Software features

Here is a list of the features available in the metadata catalogue

Metadata module

Automatic ingestion of DWCA datasets published on IPT
CSW support to explore/query datasets metadata
Metadata exposed in ISO 19139

Dataset module

Current:

Expose vector datasets with OGC API - Features (via PyGEOAPI)
Different GDAL providers supported (gpkg, shp, parquet, postgresql, csv)
Support DWCA dataset
Support on-the-fly operation on vectors

Not supported:

Other OGC API standards (Coverage, Maps, Tiles, Processes, Records, Environmental Data Retrieval, STAC)

Maps module

NOTE: The software is intended as a solution for displaying datasets on the web using cloud-optimized formats that don't require GIS servers.

Current:

Display vector datasets (via PMTiles)
Display raster datasets (via Cloud-Optimized GeoTIFF)
Organize layers in hierarchy/groups
Layer legends
Download of the original dataset
Style rendering of raster (via TiTiler)
Style rendering of vectors (via Maplibre JS)
Zoom to bounding box
Description of each layer
Description of each group
Description of the map
Custom logo, title
Basemaps
APIs for create, edit the map
Limited UI for simple edit
Basic info popup

Not supported:

Query/filter datasets features
Dynamic style change
Dynamic datasets that change frequently
Clusters
Analysis

It's possible to (re)use the Maps module as a base and to customize it or to develop features based for projects with different requirements.

Catalogue Architecture

NINA catalogue uses Django and PostgreSQL.

The software is made of different parts:

Django, is the application server, it handles all the logic of answering to browser requests
Queue, provides long running tasks, scheduled tasks and asyncronous executions
PostgreSQL, is the database server, it stores the data
NGINX, is the webserver, it shares user-uploaded files and static assets
Varnish, provides a caching layer

Features inside the catalogue are organized as modules, each module aims to be as much independent as possible:

Datasets

The Catalogue allows to define Datasets, each dataset is a set of data in a specific format with a set of metadata.

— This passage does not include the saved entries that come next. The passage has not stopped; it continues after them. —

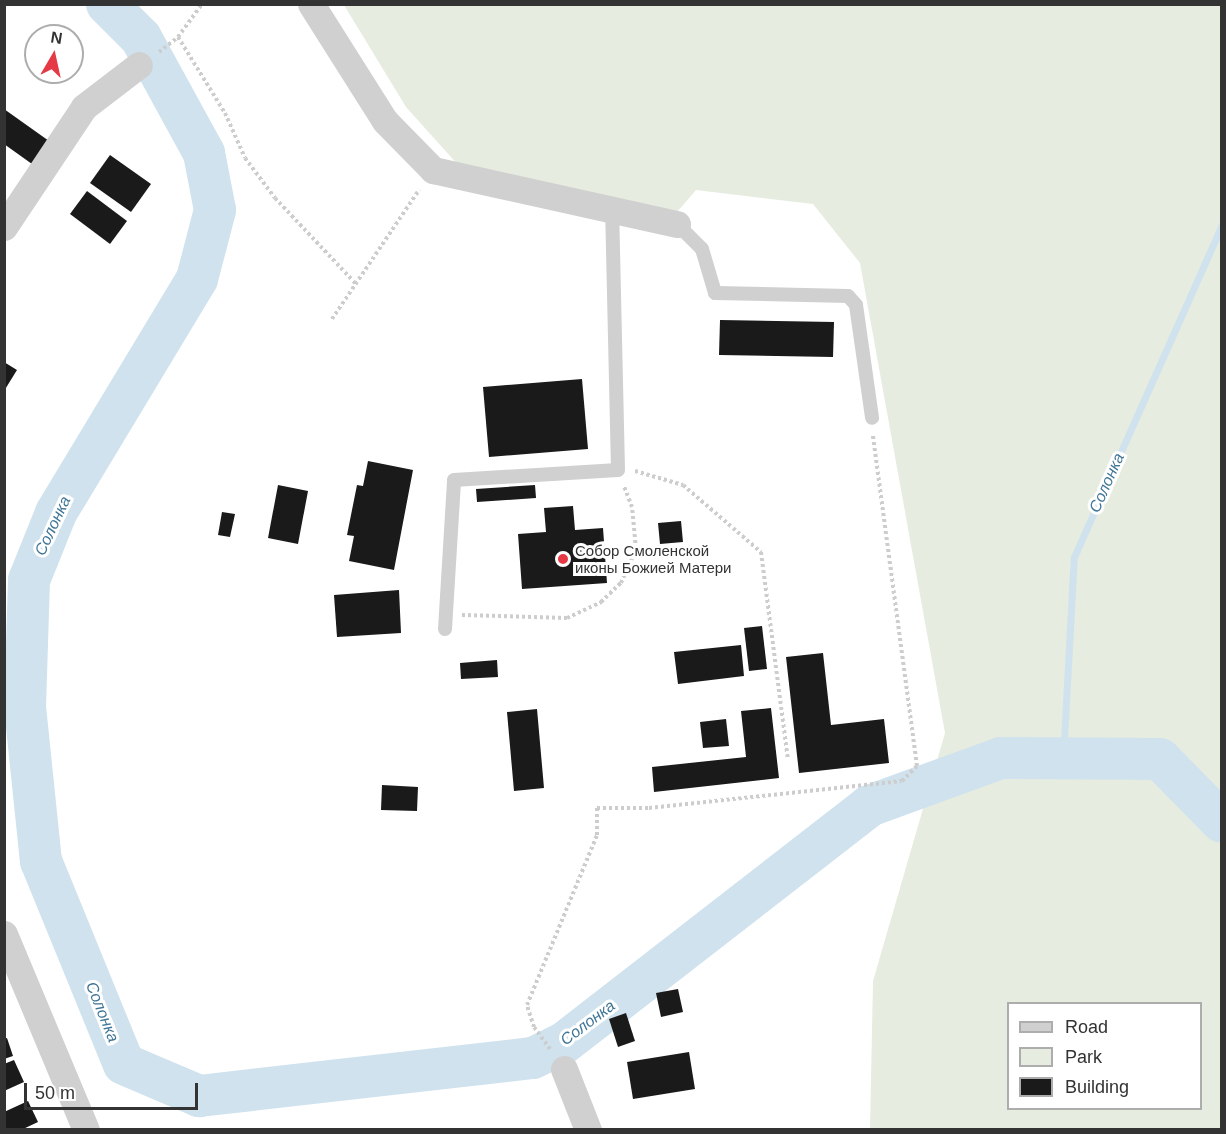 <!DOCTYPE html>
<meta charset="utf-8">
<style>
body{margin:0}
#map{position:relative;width:1226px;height:1134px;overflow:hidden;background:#fff;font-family:Arial,sans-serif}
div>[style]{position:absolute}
.green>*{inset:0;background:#e6ecdf}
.stream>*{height:7px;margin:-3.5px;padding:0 3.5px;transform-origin:3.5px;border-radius:3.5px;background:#cfe2ee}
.river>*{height:42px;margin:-21px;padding:0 21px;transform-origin:21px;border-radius:21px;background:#cfe2ee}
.building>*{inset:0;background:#1a1a1a}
.path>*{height:4px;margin-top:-2px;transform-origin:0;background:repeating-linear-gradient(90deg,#cdcdcd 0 3px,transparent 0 6px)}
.lane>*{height:14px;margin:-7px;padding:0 7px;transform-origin:7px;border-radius:7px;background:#d0d0d0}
.street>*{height:27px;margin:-13.5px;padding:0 13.5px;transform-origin:13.5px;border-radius:13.5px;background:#d0d0d0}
.dots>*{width:16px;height:16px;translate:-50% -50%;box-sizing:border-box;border:3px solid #fff;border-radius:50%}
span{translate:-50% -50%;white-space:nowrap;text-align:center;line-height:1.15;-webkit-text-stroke:6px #fff;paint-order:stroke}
.poi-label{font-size:15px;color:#333}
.left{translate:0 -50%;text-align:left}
.water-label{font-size:16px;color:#3f7597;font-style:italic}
.frame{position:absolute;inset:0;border:6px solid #333;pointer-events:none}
.legend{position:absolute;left:1007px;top:1002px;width:195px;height:108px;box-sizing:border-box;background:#fff;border:2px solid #adadad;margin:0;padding:8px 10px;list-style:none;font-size:18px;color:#333}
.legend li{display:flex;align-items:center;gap:12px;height:30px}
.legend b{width:30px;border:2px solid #adadad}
.north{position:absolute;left:24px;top:24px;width:60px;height:60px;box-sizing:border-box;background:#fff;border:2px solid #adadad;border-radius:50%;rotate:9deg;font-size:16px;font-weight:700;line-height:24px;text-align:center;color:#333}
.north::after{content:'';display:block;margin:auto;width:21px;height:27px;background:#e63946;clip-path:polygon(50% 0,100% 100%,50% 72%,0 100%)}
.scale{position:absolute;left:24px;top:1083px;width:174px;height:27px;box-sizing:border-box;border:3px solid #333;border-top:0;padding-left:8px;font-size:18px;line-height:21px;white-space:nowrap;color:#333;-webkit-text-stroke:4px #fff;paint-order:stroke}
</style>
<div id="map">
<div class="green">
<div style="clip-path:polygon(evenodd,344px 5px,1221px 5px,1221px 1129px,870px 1129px,873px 981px,945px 733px,860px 263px,813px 204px,696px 190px,677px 212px,459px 166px,406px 107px,344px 5px,1008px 1004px,1200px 1004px,1200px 1108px,1008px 1108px,1008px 1004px)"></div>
</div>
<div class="stream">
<div style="left:1063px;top:758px;width:201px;rotate:-86.9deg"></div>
<div style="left:1074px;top:557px;width:364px;rotate:-66deg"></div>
</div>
<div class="river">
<div style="left:107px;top:4px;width:48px;rotate:45deg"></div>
<div style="left:141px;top:38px;width:131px;rotate:61.3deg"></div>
<div style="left:204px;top:153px;width:58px;rotate:79.1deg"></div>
<div style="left:215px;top:210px;width:71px;rotate:104.6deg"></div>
<div style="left:197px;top:279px;width:273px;rotate:121.1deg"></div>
<div style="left:56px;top:513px;width:72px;rotate:111.9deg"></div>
<div style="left:29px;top:580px;width:127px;rotate:91.8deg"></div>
<div style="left:25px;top:707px;width:155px;rotate:84.1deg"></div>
<div style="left:41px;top:861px;width:219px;rotate:67.8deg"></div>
<div style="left:124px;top:1064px;width:82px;rotate:23.1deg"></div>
<div style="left:199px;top:1096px;width:336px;rotate:-6.5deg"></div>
<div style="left:533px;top:1058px;width:34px;rotate:-26deg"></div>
<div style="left:564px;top:1043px;width:386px;rotate:-37.8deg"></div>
<div style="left:869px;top:806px;width:140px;rotate:-20deg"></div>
<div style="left:1001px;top:758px;width:159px;rotate:0.4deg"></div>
<div style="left:1160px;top:759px;width:88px;rotate:45.5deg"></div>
</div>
<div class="building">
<div style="clip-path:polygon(4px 109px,49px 141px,32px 164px,4px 144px)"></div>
<div style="clip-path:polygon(110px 155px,151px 184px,131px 212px,90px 183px)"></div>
<div style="clip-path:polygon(87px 191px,127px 221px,110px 244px,70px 214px)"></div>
<div style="clip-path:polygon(720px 320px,834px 322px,833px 357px,719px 355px)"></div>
<div style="clip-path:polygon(4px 362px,17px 370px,4px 391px)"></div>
<div style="clip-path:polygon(582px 379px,588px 449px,489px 457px,483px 387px)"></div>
<div style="clip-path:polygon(368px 461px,413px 470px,394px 570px,349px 561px,354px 536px,347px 535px,357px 485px,363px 486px)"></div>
<div style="clip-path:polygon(278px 485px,308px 491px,298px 544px,268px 538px)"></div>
<div style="clip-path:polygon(535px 485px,536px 498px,477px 502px,476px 489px)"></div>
<div style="clip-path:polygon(573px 506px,575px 530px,603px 528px,607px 583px,522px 589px,518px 534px,546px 532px,544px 508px)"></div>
<div style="clip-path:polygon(222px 512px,235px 514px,230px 537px,218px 535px)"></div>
<div style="clip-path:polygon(681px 521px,683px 542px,660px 544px,658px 523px)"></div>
<div style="clip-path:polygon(399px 590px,401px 633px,337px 637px,334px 595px)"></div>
<div style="clip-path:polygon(762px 626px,767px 669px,749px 671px,744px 628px)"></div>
<div style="clip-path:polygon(741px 645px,744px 676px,678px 684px,674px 652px)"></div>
<div style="clip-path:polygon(823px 653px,831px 725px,884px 719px,889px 763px,799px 773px,786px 657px)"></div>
<div style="clip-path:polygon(497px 660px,498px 677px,461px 679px,460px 663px)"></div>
<div style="clip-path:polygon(771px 708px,779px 778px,654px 792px,652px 767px,746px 757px,741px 711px)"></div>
<div style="clip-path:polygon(537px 709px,544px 788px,514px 791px,507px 712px)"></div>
<div style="clip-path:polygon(726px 719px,729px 746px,703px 748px,700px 722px)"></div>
<div style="clip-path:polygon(382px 785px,418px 787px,417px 811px,381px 810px)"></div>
<div style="clip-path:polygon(678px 989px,683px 1012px,661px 1017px,656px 993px)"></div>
<div style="clip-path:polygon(626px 1013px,635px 1041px,618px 1047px,609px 1019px)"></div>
<div style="clip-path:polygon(7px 1038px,13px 1056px,4px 1059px,4px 1039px)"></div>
<div style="clip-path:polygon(689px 1052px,695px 1089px,633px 1099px,627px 1062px)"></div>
<div style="clip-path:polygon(14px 1060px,24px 1082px,4px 1091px,4px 1064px)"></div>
<div style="clip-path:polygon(28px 1101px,38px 1122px,21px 1130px,4px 1130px,4px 1112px)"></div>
</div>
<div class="path">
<div style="left:178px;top:37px;width:89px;rotate:58.3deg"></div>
<div style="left:225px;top:113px;width:49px;rotate:66deg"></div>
<div style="left:245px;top:158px;width:50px;rotate:53.1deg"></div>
<div style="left:275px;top:198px;width:118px;rotate:46.7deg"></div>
<div style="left:159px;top:52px;width:24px;rotate:-38deg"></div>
<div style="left:178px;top:37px;width:41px;rotate:-54deg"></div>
<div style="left:332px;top:319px;width:156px;rotate:-56deg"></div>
<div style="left:635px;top:471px;width:50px;rotate:16.3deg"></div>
<div style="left:683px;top:485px;width:103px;rotate:40.7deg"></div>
<div style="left:761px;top:552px;width:209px;rotate:82.6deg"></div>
<div style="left:462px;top:615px;width:105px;rotate:1.6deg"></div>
<div style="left:567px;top:618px;width:38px;rotate:-25deg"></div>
<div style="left:601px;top:602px;width:28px;rotate:-44deg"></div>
<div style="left:621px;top:583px;width:37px;rotate:-66deg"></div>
<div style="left:636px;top:549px;width:42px;rotate:-95.4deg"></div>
<div style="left:632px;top:507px;width:22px;rotate:-111deg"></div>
<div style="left:550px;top:1049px;width:27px;rotate:-126deg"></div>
<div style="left:534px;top:1027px;width:23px;rotate:-108deg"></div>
<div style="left:527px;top:1005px;width:184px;rotate:-67.6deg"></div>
<div style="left:597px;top:835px;width:27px;rotate:-90deg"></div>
<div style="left:597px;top:808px;width:52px"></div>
<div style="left:649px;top:808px;width:254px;rotate:-6.1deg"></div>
<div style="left:902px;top:781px;width:21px;rotate:-45deg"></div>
<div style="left:917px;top:766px;width:334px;rotate:-97.6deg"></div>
</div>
<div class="lane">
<div style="left:677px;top:224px;width:35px;rotate:45deg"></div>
<div style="left:702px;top:249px;width:46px;rotate:73.5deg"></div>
<div style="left:715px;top:293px;width:133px;rotate:1.3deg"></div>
<div style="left:848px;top:296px;width:12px;rotate:48deg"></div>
<div style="left:856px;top:305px;width:114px;rotate:81.9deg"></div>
<div style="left:445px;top:629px;width:149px;rotate:-86.5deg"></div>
<div style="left:454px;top:480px;width:164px;rotate:-3.5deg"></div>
<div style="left:618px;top:470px;width:261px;rotate:-91.3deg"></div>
</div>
<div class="street">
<div style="left:311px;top:4px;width:138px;rotate:57.7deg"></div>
<div style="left:385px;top:121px;width:69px;rotate:45.6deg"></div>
<div style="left:433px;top:170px;width:250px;rotate:12.5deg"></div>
<div style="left:4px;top:227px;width:144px;rotate:-56.3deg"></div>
<div style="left:84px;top:107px;width:69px;rotate:-37.4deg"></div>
<div style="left:4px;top:934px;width:212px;rotate:67.3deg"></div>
<div style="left:564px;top:1069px;width:66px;rotate:68.5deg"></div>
</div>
<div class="dots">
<div style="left:563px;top:559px;background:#e63946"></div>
</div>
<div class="poi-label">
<span class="left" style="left:575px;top:559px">Собор Смоленской<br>иконы Божией Матери</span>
</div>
<div class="water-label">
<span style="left:1107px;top:483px;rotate:-66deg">Солонка</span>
<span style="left:53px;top:526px;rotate:-65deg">Солонка</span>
<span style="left:102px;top:1012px;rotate:68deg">Солонка</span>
<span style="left:588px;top:1023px;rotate:-37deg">Солонка</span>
</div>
<div class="frame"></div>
<ul class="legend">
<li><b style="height:8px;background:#d0d0d0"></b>Road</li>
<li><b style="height:16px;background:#e6ecdf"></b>Park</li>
<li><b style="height:16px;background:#1a1a1a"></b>Building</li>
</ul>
<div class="north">N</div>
<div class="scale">50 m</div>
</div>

The Catalogue aims to support different type of Dataset from different sources, right now the following are supported:

Dataset Types:
- DarwinCORE Archives
Sources:
- IPT server

IMPORTANT: it's necessary that sources services disable streaming responses, GDAL needs the ´Content-length´ header to be present. This can be achived using Varnish.

Import

Datasets are retrived from sources using harvesters. Harvesters are python functions that can extract data from a source type and populate the database with the corresponding dataset and metadata.

Harvester functions should be provided as django commands, a set of cli commands that can be executed with python manage.py .... Implemented:

fetch_ipt http://my-ipt-server.com

Metadata

Along with the dataset a set of metadata is stored in the database in a normalized way.

Services and Protocols

To explore and navigate the datasets two services are provided:

PyCSW (csw protocol)
PyGeoAPI (OGC API)

PyCSW

The metadata stored in the database are converted an XML in the ISO 19139 format using pygeometa. PyCSW is integrated in Django using a custom mapping, so that the metadata are read using the Django ORM instead of SQL.

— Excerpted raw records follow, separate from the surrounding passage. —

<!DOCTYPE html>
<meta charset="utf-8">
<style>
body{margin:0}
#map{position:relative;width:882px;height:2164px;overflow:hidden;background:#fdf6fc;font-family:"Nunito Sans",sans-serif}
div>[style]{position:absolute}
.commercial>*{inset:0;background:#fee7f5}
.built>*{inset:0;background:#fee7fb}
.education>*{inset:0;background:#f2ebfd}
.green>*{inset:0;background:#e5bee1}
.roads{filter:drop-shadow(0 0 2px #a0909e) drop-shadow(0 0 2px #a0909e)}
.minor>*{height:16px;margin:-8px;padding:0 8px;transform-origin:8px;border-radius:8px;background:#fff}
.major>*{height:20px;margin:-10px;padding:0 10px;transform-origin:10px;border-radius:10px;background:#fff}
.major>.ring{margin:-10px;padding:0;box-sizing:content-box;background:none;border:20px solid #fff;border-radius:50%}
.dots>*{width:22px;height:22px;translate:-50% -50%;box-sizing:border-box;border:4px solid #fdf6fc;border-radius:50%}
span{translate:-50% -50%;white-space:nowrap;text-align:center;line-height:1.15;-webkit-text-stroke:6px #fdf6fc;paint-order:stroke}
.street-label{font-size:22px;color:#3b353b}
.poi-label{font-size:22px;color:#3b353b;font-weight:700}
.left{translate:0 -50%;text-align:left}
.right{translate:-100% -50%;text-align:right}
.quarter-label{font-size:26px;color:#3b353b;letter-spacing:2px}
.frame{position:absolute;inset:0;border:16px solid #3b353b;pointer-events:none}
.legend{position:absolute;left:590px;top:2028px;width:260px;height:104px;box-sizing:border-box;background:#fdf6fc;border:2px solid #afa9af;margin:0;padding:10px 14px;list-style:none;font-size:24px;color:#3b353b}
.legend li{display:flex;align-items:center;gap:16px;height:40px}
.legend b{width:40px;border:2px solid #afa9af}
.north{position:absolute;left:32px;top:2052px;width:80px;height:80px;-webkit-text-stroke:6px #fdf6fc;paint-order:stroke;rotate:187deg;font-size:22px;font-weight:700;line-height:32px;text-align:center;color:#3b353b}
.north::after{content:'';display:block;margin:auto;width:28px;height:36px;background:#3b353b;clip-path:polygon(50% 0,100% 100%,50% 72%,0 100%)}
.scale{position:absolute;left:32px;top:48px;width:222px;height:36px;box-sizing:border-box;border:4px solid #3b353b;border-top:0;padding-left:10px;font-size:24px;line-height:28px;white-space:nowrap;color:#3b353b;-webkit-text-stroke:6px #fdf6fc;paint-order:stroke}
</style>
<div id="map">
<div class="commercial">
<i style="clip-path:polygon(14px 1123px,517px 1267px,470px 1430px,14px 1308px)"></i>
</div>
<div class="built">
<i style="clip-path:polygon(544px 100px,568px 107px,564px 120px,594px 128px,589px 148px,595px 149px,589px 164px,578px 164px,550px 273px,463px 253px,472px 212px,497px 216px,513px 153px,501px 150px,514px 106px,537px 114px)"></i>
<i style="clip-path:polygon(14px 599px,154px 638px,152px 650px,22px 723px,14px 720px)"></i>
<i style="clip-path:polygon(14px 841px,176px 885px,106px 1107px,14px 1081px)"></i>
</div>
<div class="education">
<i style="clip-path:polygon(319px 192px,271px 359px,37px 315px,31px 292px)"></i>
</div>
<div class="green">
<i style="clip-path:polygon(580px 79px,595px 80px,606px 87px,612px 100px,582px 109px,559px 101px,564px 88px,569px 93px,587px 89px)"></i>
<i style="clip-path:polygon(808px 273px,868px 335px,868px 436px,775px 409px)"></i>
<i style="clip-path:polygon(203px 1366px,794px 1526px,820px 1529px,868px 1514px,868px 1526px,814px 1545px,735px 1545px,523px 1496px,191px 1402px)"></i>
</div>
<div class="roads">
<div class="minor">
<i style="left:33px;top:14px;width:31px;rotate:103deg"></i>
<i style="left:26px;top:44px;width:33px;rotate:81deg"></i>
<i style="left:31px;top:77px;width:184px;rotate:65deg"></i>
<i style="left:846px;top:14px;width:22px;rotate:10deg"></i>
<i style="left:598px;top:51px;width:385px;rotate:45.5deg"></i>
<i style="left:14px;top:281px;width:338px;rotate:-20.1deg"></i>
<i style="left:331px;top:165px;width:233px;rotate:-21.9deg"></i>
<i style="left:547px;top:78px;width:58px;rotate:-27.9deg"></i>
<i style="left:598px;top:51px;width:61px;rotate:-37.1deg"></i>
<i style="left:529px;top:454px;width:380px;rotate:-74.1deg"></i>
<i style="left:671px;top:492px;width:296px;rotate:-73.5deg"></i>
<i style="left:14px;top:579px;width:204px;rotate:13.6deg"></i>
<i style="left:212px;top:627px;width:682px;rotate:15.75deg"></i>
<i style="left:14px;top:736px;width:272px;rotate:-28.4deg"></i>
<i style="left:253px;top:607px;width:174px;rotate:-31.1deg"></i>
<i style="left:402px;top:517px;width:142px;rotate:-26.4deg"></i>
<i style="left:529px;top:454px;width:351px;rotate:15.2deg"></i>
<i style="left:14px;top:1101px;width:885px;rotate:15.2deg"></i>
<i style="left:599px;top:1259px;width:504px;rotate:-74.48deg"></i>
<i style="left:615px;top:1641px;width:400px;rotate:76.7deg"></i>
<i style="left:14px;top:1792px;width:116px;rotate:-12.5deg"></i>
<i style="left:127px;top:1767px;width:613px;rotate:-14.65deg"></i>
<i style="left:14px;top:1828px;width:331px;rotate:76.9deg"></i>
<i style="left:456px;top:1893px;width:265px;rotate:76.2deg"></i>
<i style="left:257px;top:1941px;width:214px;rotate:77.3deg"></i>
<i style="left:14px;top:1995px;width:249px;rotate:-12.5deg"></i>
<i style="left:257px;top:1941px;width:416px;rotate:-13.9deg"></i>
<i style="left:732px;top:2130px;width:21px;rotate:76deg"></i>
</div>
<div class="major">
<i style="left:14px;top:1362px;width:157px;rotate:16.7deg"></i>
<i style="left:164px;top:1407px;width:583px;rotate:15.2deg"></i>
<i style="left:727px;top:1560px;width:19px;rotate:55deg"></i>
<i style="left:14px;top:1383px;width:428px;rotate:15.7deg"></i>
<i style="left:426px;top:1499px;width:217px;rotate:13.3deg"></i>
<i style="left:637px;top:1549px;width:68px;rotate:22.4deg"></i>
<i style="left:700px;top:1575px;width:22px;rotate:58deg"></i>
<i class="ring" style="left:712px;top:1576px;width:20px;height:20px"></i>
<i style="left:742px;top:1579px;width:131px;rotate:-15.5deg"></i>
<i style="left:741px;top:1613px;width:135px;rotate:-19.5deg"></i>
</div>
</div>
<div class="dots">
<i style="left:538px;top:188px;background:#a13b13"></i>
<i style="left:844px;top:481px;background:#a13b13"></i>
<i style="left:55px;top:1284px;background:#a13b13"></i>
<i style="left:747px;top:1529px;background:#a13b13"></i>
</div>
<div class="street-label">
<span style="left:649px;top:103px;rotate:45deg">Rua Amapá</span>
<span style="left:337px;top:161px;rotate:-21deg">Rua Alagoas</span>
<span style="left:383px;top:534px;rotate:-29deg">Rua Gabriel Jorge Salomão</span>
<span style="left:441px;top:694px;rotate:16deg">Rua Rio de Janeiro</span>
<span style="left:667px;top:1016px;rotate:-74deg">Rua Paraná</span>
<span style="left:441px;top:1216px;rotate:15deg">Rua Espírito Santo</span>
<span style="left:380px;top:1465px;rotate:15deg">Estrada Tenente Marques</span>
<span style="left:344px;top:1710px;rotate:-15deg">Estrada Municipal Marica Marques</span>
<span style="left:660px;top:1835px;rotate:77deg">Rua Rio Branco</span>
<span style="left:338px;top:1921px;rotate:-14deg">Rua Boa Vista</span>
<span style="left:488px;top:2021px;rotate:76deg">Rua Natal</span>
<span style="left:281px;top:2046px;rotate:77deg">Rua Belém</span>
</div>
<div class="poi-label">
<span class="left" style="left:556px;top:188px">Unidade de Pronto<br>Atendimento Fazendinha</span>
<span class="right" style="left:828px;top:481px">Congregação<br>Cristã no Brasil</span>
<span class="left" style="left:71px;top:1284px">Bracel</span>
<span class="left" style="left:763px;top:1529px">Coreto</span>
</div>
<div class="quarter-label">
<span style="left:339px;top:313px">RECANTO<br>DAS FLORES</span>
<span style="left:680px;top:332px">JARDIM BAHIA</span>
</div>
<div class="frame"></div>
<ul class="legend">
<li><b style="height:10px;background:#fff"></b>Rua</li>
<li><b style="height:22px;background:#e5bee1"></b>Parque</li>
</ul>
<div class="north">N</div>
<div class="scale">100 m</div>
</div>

NOTE: this implies that complex queries may not work as expected.

PyGeoAPI

Datasets are shared through PyGeoAPI using GDAL as resource provider: this is implemented using GDAL VRT for vectors.

NOTE: raster support is missing

Each dataset should provide a valid vrt definition to open the file, this allows for example to serve CSV files as spatial datasets.

This diagram explains the flow that a dataset request follow:

DarwinCORE Archives

Darwincore archives are zip files that contains certain files:

eml.xml, contains the metadata
meta.xml, contains info about all the other files inside the zip

This page explains the code in datasets/libs/darwincore.

Meta XML have a core and multiple optional extensions, each of them are related to files in the zip. Every ID of each extension is the foreing key to the core.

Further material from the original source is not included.